Advances in fibre optics and digital imaging are rewarded.

Two technologies that revolutionized science, computing and communication have secured their developers a share of the Nobel Prize in Physics.

Charles KaoCharles Kao: fibre-optic cables.REUTERS

Charles Kao of the Chinese University of Hong Kong has won half the prize for his role in developing fibre-optic cables. The other half is shared by Willard Boyle and George Smith of Bell Laboratories in Murray Hill, New Jersey, for their development of the charge-coupled device (CCD), an electronic chip that converts light into a digital signal.

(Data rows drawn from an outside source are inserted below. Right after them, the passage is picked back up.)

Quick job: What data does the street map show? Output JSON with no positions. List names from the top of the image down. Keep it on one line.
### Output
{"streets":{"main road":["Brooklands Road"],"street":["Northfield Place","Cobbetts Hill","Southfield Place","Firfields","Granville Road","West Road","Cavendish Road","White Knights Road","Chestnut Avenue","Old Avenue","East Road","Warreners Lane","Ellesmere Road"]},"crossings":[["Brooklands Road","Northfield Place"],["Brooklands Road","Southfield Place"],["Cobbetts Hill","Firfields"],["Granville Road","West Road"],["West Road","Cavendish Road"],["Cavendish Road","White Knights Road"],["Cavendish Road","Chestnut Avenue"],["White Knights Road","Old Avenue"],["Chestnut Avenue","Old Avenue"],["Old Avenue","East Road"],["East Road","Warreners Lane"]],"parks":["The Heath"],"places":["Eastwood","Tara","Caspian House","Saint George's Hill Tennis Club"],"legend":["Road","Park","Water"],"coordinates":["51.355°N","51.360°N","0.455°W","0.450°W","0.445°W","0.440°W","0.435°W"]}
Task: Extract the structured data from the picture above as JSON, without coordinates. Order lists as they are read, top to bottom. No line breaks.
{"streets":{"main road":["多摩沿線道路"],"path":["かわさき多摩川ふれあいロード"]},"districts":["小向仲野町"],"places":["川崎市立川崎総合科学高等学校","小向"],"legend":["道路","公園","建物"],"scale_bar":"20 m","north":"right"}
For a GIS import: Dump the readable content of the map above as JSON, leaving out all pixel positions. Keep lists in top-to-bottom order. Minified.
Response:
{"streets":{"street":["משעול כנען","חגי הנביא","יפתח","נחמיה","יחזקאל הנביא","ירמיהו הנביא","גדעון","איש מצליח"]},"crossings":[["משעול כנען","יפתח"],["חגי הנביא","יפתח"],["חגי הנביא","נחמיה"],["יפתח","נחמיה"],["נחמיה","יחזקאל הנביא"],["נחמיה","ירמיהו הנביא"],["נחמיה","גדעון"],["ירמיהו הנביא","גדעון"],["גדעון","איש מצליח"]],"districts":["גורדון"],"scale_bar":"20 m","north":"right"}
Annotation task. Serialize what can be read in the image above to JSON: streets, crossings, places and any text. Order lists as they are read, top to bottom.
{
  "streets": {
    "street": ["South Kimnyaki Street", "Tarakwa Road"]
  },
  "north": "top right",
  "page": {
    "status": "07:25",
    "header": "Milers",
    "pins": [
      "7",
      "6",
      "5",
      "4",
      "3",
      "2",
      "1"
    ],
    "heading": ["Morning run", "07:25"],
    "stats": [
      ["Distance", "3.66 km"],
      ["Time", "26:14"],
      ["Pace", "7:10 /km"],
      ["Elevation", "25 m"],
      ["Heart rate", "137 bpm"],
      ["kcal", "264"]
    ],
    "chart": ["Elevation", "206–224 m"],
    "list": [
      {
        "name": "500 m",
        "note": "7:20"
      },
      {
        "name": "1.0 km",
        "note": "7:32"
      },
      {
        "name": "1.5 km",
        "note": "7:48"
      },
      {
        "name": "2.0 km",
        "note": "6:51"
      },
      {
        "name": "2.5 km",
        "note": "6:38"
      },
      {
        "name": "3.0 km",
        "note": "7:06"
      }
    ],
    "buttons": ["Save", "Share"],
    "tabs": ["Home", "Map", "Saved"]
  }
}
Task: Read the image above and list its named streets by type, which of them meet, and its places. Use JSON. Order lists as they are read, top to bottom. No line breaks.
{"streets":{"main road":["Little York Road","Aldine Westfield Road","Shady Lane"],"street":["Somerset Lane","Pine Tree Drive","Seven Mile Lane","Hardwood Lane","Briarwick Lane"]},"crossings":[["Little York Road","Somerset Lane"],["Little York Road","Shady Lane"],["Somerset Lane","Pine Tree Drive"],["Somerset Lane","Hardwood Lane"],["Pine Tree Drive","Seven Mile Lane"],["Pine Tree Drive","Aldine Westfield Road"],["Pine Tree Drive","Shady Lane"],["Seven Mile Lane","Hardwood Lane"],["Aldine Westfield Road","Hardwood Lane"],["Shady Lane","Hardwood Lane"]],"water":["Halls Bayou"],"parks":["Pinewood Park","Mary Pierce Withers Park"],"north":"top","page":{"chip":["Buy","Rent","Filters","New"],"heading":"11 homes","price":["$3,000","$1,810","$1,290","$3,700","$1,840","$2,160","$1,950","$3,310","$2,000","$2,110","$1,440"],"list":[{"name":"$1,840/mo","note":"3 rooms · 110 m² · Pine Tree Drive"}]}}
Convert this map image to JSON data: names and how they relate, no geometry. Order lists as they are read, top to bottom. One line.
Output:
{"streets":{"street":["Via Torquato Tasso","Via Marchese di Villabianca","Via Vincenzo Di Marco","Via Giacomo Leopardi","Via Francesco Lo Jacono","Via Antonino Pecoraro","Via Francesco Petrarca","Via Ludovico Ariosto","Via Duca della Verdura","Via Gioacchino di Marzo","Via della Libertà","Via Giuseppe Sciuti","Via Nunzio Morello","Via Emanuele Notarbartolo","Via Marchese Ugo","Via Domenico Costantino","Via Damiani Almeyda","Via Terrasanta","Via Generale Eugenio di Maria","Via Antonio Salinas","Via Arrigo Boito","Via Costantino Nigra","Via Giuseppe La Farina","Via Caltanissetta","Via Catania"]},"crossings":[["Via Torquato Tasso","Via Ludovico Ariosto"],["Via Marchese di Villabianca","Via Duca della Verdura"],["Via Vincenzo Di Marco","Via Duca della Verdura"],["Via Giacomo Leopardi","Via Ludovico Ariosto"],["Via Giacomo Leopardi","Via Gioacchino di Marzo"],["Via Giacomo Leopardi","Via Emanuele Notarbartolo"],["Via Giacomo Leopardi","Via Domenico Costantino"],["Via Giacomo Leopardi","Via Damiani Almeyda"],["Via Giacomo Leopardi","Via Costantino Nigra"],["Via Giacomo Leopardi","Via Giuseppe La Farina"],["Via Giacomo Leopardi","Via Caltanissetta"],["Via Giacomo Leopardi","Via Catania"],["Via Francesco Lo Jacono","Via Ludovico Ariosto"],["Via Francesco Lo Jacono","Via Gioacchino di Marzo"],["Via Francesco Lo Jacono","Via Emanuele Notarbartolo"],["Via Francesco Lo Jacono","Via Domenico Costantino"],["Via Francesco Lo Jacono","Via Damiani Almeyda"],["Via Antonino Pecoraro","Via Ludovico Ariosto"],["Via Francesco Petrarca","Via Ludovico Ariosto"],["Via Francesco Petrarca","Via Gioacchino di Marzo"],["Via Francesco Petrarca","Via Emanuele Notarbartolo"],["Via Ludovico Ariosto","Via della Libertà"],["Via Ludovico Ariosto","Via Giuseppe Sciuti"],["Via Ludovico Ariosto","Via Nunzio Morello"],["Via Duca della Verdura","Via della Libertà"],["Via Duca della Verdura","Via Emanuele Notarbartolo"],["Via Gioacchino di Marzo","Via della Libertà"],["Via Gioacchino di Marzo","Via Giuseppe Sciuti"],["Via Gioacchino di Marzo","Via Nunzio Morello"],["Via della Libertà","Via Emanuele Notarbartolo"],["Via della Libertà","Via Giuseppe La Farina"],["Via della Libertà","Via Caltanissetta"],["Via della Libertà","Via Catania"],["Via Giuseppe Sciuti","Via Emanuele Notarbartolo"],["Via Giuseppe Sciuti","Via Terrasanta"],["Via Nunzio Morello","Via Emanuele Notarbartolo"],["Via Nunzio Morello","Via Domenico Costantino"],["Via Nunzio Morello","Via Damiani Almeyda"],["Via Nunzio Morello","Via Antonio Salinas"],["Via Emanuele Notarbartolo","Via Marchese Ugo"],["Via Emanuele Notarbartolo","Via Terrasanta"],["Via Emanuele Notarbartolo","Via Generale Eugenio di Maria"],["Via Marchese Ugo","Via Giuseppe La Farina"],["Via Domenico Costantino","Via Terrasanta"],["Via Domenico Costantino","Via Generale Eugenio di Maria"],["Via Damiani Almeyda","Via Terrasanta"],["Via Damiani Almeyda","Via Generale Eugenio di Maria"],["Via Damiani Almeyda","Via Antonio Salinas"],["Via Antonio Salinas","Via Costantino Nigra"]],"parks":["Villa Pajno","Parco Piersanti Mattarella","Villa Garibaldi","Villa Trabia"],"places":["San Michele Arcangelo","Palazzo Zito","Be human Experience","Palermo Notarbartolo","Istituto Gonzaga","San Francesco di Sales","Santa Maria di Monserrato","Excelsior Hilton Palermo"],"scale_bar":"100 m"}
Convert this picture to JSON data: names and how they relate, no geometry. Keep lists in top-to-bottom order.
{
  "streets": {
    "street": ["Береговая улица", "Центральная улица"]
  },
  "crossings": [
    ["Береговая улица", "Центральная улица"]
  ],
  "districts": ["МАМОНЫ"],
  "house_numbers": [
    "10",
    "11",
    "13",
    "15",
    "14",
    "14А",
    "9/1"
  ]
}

In 1969, Boyle and Smith developed a chip that could transform light into an electronic signal. The duo used newly discovered metal oxide semiconductors that could convert photons into a flow of electrons, which could be read from the edges of the chip and used to recreate the image. The ability to digitally capture light has found application in nearly every field of science — particularly astronomy. "Basically, they revolutionized optical astronomy," says Mark Casali, head of instrumentation at the European Southern Observatory in Garching, Germany. Before the advent of CCDs, astronomers were imaging stars using photographic plates, which were less sensitive and less precise than their digital successors, Casali says. Using CCD cameras, astronomers have been able to discover faint galaxies and even see fluctuations in a star's light created by an orbiting planet.

Willard Boyle and George Smith developed charge-coupled devices.Alcatel-Lucent/Bell Labs

The detectors also made space-based astronomy a reality, says Matt Mountain, director of the Space Telescope Science Institute in Baltimore, Maryland, which coordinates science for the Hubble Space Telescope. "It made telescopes like the Hubble possible," he says. "You could now put large electronic detectors in space that could beam down digital pictures of some of the faintest objects human beings have ever seen."

Fibre optics has had an equally impressive impact on science, not least by facilitating collaboration on a global scale. But the transmission of data over thousands of kilometres seemed a distant dream when Kao first began his work on fibre-optic cables. Back then, fibres could carry light only a few metres by total internal reflection before the signal faded. Kao and his colleagues at Standard Telecommunication Laboratories in Harlow, UK, worked out that impurities, mainly iron ions, were causing the loss. Kao identified an alternative material — fused silica — that could carry light over much greater distances without significant loss. The work ultimately led to the billion-kilometre-long network of fibre-optic cables that span the globe today.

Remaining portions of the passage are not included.